A touring movie theatre in the hospital environment

As Alain Chabat, former member of the “Nuls” brigade, proclaims on the home page of Les toiles enchantées website, “If children can’t go to the movies, the movies must come to them.” The non-profit organization he set up in 1997 travels around the Paris region, the French provinces and further afield (Belgium, Mali, Burkina Faso, etc.) to offer film screenings in paediatric hospitals and rehabilitation centres for sick and disabled children..

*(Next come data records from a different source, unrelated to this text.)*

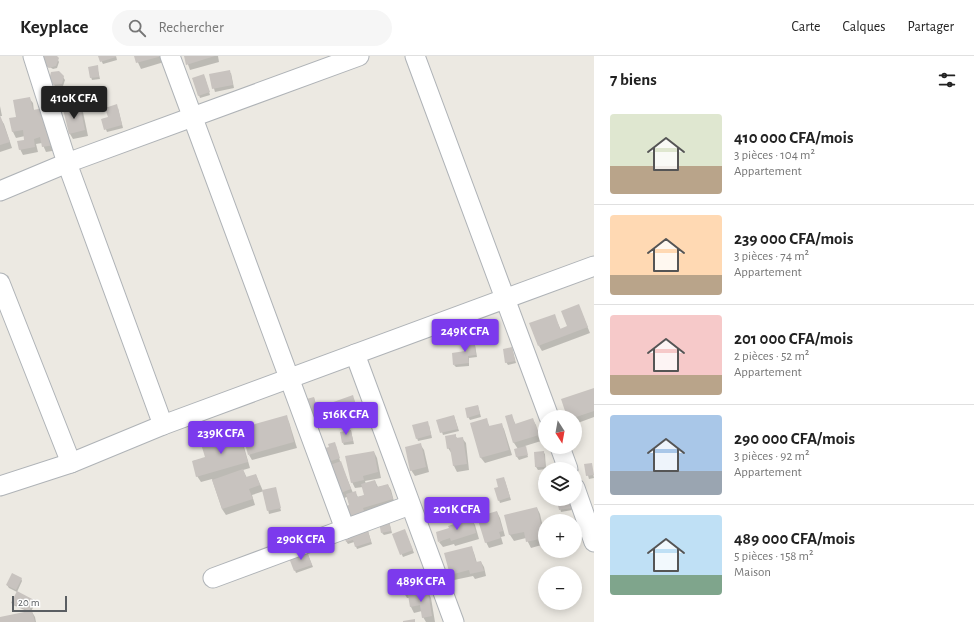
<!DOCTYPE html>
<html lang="fr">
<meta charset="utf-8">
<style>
:root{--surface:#fff;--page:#f6f6f6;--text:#222;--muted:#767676;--line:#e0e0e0;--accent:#7c3aed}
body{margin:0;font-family:"Alegreya Sans",sans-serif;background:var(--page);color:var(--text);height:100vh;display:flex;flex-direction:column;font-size:15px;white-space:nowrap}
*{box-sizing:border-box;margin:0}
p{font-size:13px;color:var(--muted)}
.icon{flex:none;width:22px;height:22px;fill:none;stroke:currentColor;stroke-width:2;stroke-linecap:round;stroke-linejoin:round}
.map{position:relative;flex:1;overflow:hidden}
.details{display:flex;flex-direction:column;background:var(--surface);width:380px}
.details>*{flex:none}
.needle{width:26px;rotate:169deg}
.fabs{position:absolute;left:538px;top:354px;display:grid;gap:8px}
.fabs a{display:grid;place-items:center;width:44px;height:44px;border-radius:50%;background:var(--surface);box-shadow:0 2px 10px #0003;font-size:20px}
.scale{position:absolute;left:12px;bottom:10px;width:55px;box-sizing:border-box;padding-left:4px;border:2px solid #5a5e62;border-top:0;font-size:11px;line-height:14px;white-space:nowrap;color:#5a5e62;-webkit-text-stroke:3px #fff;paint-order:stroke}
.price{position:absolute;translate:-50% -34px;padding:0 9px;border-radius:4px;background:var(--accent);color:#fff;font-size:13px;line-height:26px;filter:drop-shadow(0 1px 2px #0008)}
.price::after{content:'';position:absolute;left:50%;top:24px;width:12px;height:9px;margin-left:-6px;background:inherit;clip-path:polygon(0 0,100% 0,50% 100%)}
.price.active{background:#222;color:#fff}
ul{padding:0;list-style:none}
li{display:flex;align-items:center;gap:12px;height:100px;padding:0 16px}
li+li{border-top:1px solid var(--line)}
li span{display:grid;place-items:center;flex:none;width:112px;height:80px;border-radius:4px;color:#555}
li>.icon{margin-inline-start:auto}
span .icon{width:48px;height:48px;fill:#fffc;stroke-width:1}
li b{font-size:17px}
h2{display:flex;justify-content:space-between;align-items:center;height:48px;padding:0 16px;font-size:17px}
header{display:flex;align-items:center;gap:24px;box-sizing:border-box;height:56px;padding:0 20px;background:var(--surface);border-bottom:1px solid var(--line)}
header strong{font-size:19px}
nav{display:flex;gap:22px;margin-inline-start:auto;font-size:14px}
.search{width:280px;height:36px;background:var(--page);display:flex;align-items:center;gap:10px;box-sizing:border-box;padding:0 14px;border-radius:22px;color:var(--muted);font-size:15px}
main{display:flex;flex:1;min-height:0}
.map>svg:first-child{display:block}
</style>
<header>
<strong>Keyplace</strong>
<div class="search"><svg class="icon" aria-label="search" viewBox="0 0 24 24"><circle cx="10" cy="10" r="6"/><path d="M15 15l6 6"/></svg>Rechercher</div>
<nav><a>Carte</a><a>Calques</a><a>Partager</a></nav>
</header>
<main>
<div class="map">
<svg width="594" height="566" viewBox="0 0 594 566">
<rect width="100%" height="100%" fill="#ece9e2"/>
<g fill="#0003" fill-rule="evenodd">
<polygon points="43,0 56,0 59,6 57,12 53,13 43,7"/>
<polygon points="99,0 116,0 117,4 103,8"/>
<polygon points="135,0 163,0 164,6 141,13"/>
<polygon points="185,0 218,0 219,6 190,14"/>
<polygon points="97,10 100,23 92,24 91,21"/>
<polygon points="231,17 234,32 215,36 210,19"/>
<polygon points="63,21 65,24 63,30 56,32 52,26"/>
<polygon points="205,22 210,39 200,42 193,23"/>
<polygon points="29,42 33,47 34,55 58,94 46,96 42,87 36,88 38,96 23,99 20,93 26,85 25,80 16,82 13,76 10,63 17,62"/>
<polygon points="0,50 2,60 0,60"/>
<polygon points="79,51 83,56 88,80 73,83 70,78 64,54"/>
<polygon points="118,52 123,72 107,76 102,63 109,62"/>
<polygon points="0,62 4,68 12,92 0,96"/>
<polygon points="579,250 590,277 542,295 539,290 554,259 561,274 568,271"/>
<polygon points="474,283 477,301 469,302 469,310 456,311 454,309 466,296"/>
<polygon points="512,292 516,307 508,309 506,306"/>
<polygon points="594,333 594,361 575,368 575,361 568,361"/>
<polygon points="352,340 357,350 362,348 367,358 329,372 325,366 329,357"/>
<polygon points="314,342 321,365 308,369"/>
<polygon points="478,350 481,361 470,364 468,361"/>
<polygon points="511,359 516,369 533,364 536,369 541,385 525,390 528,401 519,404 517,401 515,393 518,393 514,387 506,361"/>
<polygon points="286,360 289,366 297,392 252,404 249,399"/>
<polygon points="454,360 459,375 443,379 438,364"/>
<polygon points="486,364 490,371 501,368 504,373 512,399 485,407 481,402"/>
<polygon points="429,369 432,382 418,385 417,382"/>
<polygon points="319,373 323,386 313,389 308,376"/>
<polygon points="351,375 354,388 344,389 343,387"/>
<polygon points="239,378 242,384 250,412 243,414 247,422 256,419 263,435 275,432 281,455 269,458 264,435 252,439 255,449 226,459 222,453 212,423 201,426 197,420 193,405 206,402 203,389"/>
<polygon points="455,379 457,382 462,382 466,387 469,414 457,416 454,410 452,398 448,392"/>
<polygon points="420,388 424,394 429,416 415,420 411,414"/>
<path d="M336,390L340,405L353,437L355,436L358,441L366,439L363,431L355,432L352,426L374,396L377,402L381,422L365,425L366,428L375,425L378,431L388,429L391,434L395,449L346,470L322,411ZM347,441L350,450L345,451L341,443Z"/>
<polygon points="543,396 545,398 546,413 538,414 536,411"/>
<polygon points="591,408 594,422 589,423 585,409"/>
<polygon points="545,423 545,432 542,433 539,424"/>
<polygon points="505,425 511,444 500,447 499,444"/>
<polygon points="570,443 572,454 561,456 558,444"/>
<polygon points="537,452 540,458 545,480 545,488 531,492 526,482 514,485 510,479 506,460"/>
<polygon points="497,456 500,462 505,480 501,481 503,488 489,492 486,486"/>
<polygon points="472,464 475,469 479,483 455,490 454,488 443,491 439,486"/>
<polygon points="389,465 392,477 384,479 382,477"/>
<polygon points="368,475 372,488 357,493 354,486 348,488 346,485"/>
<polygon points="406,477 414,497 403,501 393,479"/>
<polygon points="471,491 474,497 477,507 481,506 484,511 486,520 475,523 473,520 454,524 451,519"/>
<polygon points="308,499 313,511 296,517 290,502"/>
<polygon points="418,514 421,519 426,537 428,536 431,542 435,566 426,566 423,561 422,555 414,557 411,551 409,542 407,542 404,537"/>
<polygon points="21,522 22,525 17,536 9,532 7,529"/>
<polygon points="33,544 35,547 31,556 32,556 35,561 36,566 0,566 0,562 29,556 13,549 12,546"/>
</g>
<g fill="#c8c3bf">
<polygon points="42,0 57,0 59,2 56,10 49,12 42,8"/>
<polygon points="98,0 116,0 116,1 100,6"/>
<polygon points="134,0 162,0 136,7"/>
<polygon points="184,0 215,0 186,9"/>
<polygon points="98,9 99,21 90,22 88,11"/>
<polygon points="230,14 233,29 212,33 209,18"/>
<polygon points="59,15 64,20 62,28 54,29 49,24 51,16"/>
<polygon points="204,18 210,36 198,40 192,22"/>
<polygon points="30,41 33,54 44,52 55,89 42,91 40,81 34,83 35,91 19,94 17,85 24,84 23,74 12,76 9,62 16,61 13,44"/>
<polygon points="117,48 122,69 104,74 101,63 108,61 105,52"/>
<polygon points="80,50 85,74 69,78 63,53"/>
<polygon points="0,59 10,86 0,89"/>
<polygon points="579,248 588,271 538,290 529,267 555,258 560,273 567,270 561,255"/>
<polygon points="474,282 476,299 468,300 469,307 453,309 452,297 465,295 464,283"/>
<polygon points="512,291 515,305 505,307 503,293"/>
<polygon points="594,332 594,355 576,361 567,361 561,343"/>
<polygon points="353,339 356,349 363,347 364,352 325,367 322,358 328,356 325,349"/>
<polygon points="314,341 320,362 306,367 299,345"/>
<polygon points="478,349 480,358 467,362 465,352"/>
<polygon points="512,358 515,368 533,362 539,379 513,387 505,360"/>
<polygon points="287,359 294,386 248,399 241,372"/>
<polygon points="454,359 458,373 440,377 436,364"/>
<polygon points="487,362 489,370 502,367 509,394 480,402 470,367"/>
<polygon points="428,365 431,379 416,383 412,369"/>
<polygon points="351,374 353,385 342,387 340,376"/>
<polygon points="239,377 248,406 196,421 192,405 205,401 201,388"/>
<polygon points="456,378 456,382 463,381 467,408 453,410 450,392 447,393 445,380"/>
<polygon points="335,386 340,402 319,409 321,393 329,391 328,388"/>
<polygon points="421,387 426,411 410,415 405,391"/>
<polygon points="526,390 528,399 516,401 514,393"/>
<polygon points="374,395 378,416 363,420 364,424 351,427 345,400"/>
<polygon points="544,395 545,411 535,411 534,396"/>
<polygon points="341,405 351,433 333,440 322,412"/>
<polygon points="592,407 594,419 586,420 584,408"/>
<polygon points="243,413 246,421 256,418 260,429 249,433 253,443 222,453 212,424"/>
<polygon points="504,421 510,441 498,445 494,432 498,431 496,423"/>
<polygon points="545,422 545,429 540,430 538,423"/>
<polygon points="375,424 377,431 388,428 393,443 363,452 365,457 342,464 344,451 349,449 346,438 356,435 357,441 364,439 361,428"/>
<polygon points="276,431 281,452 267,455 262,434"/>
<polygon points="570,443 572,452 559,454 557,444"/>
<polygon points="537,451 544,482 526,486 524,476 509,479 504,459"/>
<polygon points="497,455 503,475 499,476 501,482 485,487 477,461"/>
<polygon points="472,462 476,477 451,485 450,482 438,486 436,476 449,472 448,470"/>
<polygon points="389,464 391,475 381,477 379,466"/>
<polygon points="367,471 371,486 355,491 353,484 346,486 344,479"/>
<polygon points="405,473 413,494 400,499 392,478"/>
<polygon points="472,490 476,506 481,505 484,515 470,518 469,514 450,519 444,497"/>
<polygon points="307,495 312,509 294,515 289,502"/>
<polygon points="419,513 424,531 403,537 397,519"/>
<polygon points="12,517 22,522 16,534 6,529"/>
<polygon points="17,535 34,544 29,555 11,547"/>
<polygon points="428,535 432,560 422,562 420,549 410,551 408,539"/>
<polygon points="29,555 32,555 35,566 0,566 0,561"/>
<polygon points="415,563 415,566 403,566 403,565"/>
</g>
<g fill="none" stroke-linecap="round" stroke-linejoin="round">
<defs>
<g id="minor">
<polyline points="33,0 67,107 163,369"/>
<polyline points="170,0 345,473 410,449"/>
<polyline points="415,0 549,361"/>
<polyline points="0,135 67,107 359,0"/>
<polyline points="0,227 71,407"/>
<polyline points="355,298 454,566"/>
<polyline points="560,391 568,413"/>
<polyline points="0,430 71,407 163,369 594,210"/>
<polyline points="575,432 594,486"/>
<polyline points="213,522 345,473"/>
</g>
</defs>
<use href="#minor" stroke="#afb3b7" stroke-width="21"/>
<use href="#minor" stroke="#fff" stroke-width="19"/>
</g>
</svg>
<div class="fabs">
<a><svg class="needle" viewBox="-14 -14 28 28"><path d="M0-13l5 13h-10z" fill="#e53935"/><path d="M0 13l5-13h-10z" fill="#767676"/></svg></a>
<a><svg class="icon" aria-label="layers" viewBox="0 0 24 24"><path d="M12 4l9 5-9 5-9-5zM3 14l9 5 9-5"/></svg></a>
<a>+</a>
<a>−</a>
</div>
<div class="scale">20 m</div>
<b class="price active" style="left:74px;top:64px">410K CFA</b>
<b class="price" style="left:465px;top:297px">249K CFA</b>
<b class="price" style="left:346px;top:380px">516K CFA</b>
<b class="price" style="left:221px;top:399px">239K CFA</b>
<b class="price" style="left:457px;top:475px">201K CFA</b>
<b class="price" style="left:301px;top:505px">290K CFA</b>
<b class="price" style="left:421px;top:547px">489K CFA</b>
</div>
<section class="details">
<h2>7 biens<svg class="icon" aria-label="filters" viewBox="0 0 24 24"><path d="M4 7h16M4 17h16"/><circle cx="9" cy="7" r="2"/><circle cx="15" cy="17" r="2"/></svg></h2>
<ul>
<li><span style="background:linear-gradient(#dfe7d0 65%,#b9a48a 0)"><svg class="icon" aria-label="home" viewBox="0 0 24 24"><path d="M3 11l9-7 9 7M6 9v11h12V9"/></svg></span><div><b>410 000 CFA/mois</b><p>3 pièces · 104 m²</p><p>Appartement</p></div></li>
<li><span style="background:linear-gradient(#ffd9b3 75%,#b9a48a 0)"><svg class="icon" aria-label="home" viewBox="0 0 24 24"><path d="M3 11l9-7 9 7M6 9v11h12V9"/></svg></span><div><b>239 000 CFA/mois</b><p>3 pièces · 74 m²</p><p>Appartement</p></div></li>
<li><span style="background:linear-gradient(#f6c9c9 75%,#b9a48a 0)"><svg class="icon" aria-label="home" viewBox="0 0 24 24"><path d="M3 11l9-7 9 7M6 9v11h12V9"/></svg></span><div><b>201 000 CFA/mois</b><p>2 pièces · 52 m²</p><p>Appartement</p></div></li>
<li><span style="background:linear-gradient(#a9c7e8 70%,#9aa5b1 0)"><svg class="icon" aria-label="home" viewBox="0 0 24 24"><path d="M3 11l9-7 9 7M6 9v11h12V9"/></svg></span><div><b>290 000 CFA/mois</b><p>3 pièces · 92 m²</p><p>Appartement</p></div></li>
<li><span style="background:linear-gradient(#bfe0f5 75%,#7fa58c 0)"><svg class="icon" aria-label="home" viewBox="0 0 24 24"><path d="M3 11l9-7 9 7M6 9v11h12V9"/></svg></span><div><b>489 000 CFA/mois</b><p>5 pièces · 158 m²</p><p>Maison</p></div></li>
</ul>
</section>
</main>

Each show is an event. First, the films shown are the same as those featured in “real” movie theatres: the latest releases – even, in some cases, previews. Secondly, for each session, the organization’s team shows up at the hospital or the specialized centre with a ton of equipment (screen, 35 mm projector etc.). For a few hours, the refectory, canteen or waiting room is decorated with a huge white screen. Everybody meets up there, even the children that can’t leave their beds or do without their medical apparatus. It’s a moment of magic but also for meeting other people. “You make new friends that you can’t meet when you’re in your hospital room,” says one child.

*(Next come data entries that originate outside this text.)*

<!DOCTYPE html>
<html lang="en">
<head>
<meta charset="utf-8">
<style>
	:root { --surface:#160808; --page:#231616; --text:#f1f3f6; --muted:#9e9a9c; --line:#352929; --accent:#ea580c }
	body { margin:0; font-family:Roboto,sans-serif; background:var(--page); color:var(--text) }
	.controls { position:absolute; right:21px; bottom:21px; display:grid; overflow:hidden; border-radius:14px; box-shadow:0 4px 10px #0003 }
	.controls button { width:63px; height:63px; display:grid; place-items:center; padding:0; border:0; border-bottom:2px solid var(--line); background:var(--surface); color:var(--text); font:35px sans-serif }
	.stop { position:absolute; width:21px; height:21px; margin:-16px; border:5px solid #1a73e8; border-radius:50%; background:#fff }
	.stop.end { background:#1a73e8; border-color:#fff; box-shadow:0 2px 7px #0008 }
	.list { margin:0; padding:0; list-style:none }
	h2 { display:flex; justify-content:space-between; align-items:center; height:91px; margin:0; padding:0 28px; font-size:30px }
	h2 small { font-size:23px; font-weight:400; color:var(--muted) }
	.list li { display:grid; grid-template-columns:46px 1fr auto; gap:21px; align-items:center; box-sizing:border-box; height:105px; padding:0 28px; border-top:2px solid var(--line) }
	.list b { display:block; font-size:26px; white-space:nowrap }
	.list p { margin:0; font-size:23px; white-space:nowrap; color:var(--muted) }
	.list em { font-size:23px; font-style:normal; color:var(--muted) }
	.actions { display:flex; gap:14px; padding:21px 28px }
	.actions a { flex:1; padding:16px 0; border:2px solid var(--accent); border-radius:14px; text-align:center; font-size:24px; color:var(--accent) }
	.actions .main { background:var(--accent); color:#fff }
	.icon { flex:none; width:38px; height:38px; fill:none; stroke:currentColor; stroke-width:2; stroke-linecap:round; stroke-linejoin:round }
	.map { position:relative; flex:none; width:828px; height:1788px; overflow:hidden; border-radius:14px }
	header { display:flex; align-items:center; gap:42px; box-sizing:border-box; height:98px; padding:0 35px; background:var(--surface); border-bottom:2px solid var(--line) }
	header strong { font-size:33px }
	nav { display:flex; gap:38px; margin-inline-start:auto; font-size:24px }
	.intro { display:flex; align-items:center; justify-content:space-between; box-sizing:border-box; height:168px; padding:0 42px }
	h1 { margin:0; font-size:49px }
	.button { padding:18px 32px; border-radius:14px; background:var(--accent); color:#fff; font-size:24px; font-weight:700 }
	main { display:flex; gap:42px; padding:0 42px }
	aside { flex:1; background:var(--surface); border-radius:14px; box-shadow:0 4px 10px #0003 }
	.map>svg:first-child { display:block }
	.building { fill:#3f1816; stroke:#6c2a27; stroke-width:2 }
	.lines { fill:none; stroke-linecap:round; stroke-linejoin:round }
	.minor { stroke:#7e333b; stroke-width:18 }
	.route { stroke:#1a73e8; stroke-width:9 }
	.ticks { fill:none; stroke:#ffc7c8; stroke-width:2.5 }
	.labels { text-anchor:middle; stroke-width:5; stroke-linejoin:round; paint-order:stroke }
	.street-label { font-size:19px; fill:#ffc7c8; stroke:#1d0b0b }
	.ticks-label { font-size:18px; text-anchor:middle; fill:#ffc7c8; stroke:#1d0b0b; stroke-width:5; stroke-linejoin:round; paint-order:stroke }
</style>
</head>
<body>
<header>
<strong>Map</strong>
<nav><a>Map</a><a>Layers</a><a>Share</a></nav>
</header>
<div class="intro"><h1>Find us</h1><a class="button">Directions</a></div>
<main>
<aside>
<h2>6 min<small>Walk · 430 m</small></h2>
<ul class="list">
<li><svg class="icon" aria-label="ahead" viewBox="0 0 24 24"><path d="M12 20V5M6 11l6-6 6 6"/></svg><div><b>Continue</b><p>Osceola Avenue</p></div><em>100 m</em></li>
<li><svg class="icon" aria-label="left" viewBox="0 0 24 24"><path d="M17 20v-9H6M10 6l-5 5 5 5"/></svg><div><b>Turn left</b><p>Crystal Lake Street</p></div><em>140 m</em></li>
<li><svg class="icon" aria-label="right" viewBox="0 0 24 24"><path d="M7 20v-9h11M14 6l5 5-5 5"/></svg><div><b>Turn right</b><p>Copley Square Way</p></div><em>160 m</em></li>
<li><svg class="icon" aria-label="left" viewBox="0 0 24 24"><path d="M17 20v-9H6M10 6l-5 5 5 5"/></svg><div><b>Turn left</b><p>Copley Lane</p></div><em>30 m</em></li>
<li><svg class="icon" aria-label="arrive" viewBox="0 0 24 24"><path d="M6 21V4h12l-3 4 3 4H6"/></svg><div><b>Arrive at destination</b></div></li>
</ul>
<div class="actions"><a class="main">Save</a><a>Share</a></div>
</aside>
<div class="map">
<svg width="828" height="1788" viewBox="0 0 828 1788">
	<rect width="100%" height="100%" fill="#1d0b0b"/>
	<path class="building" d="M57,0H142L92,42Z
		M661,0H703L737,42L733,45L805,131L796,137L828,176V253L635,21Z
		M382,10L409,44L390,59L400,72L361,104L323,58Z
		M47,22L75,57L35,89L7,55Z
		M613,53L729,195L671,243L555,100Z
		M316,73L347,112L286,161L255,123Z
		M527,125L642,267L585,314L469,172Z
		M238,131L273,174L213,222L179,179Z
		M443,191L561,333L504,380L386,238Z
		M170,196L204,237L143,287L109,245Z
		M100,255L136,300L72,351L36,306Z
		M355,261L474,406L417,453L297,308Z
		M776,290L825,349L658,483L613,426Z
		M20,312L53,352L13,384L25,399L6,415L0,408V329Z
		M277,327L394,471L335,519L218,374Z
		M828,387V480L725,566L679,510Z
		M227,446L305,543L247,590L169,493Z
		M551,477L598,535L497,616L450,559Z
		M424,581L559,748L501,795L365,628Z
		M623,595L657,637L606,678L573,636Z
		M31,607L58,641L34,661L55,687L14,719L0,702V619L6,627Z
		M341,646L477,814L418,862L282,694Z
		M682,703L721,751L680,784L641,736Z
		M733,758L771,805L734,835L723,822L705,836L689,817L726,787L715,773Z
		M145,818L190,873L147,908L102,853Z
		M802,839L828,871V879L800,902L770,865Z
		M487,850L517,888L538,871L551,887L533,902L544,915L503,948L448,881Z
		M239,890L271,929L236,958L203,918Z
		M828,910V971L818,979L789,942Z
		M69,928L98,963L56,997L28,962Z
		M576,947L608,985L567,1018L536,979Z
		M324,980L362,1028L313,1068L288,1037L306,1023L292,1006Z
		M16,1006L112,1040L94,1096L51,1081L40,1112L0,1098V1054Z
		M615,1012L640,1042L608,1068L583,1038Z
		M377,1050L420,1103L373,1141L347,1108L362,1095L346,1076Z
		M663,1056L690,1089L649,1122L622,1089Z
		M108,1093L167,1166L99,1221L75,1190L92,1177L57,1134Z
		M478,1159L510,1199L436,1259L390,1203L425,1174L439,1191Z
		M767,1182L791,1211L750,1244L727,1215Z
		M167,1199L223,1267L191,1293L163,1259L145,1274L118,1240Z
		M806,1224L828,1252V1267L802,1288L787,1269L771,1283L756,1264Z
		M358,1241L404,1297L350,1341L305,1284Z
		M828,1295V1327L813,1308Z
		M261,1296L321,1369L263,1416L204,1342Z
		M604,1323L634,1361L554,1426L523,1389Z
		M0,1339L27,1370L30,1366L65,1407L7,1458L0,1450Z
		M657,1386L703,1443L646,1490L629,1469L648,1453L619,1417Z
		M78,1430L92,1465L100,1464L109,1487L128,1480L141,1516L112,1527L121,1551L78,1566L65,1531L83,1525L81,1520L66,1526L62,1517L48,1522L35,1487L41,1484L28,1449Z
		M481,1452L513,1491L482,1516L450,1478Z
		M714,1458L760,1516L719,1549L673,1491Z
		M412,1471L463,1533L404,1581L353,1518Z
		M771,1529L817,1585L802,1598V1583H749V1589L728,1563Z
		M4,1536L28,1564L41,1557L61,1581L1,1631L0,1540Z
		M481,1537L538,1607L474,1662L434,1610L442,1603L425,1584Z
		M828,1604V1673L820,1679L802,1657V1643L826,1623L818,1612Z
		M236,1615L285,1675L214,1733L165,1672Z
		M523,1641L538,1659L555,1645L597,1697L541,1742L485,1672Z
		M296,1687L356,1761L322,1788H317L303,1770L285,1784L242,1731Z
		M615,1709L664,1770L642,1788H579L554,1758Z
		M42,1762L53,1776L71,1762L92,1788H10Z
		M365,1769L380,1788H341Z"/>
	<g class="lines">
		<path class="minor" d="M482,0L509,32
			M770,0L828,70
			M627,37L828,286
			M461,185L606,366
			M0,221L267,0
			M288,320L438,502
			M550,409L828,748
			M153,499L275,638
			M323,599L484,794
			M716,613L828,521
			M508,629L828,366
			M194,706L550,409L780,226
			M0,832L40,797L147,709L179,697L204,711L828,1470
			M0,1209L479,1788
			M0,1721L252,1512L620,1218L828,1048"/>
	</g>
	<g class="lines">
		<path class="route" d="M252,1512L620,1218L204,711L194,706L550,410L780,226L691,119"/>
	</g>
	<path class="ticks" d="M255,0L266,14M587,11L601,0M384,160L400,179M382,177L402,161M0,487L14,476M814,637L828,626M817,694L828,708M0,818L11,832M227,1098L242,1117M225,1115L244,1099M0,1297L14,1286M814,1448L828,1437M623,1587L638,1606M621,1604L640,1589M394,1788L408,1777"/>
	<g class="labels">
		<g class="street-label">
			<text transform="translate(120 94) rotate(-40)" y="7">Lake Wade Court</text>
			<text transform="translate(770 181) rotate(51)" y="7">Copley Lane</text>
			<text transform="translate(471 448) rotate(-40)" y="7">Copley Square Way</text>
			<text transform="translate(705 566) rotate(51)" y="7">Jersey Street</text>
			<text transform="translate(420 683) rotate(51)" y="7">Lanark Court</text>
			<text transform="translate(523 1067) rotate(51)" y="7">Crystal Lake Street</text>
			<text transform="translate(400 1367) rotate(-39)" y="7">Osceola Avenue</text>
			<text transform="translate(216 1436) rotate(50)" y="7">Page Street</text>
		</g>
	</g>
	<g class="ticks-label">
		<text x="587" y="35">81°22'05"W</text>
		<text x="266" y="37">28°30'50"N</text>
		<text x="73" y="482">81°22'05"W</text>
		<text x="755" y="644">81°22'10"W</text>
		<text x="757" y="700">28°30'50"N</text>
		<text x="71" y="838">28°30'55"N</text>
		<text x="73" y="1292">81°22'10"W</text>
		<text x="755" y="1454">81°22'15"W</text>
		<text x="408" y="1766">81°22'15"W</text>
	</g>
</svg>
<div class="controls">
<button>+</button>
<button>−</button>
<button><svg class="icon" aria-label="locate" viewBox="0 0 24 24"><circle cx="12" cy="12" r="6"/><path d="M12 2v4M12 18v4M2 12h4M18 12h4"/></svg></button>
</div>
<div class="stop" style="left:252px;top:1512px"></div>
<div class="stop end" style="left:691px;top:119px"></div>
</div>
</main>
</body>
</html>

In 2008, the two touring teams showed 31 films in almost 300 screenings for a hundred or so establishments catering for 10,000 children. Each screening costs 1,000 euros, financed by private donations. In parallel, the organization runs film workshops encouraging the young patients to try their hand at writing film scripts and making films, assisted by actors and directors like Nils Tavernier, Isabelle Nanty and Benoît Cohen.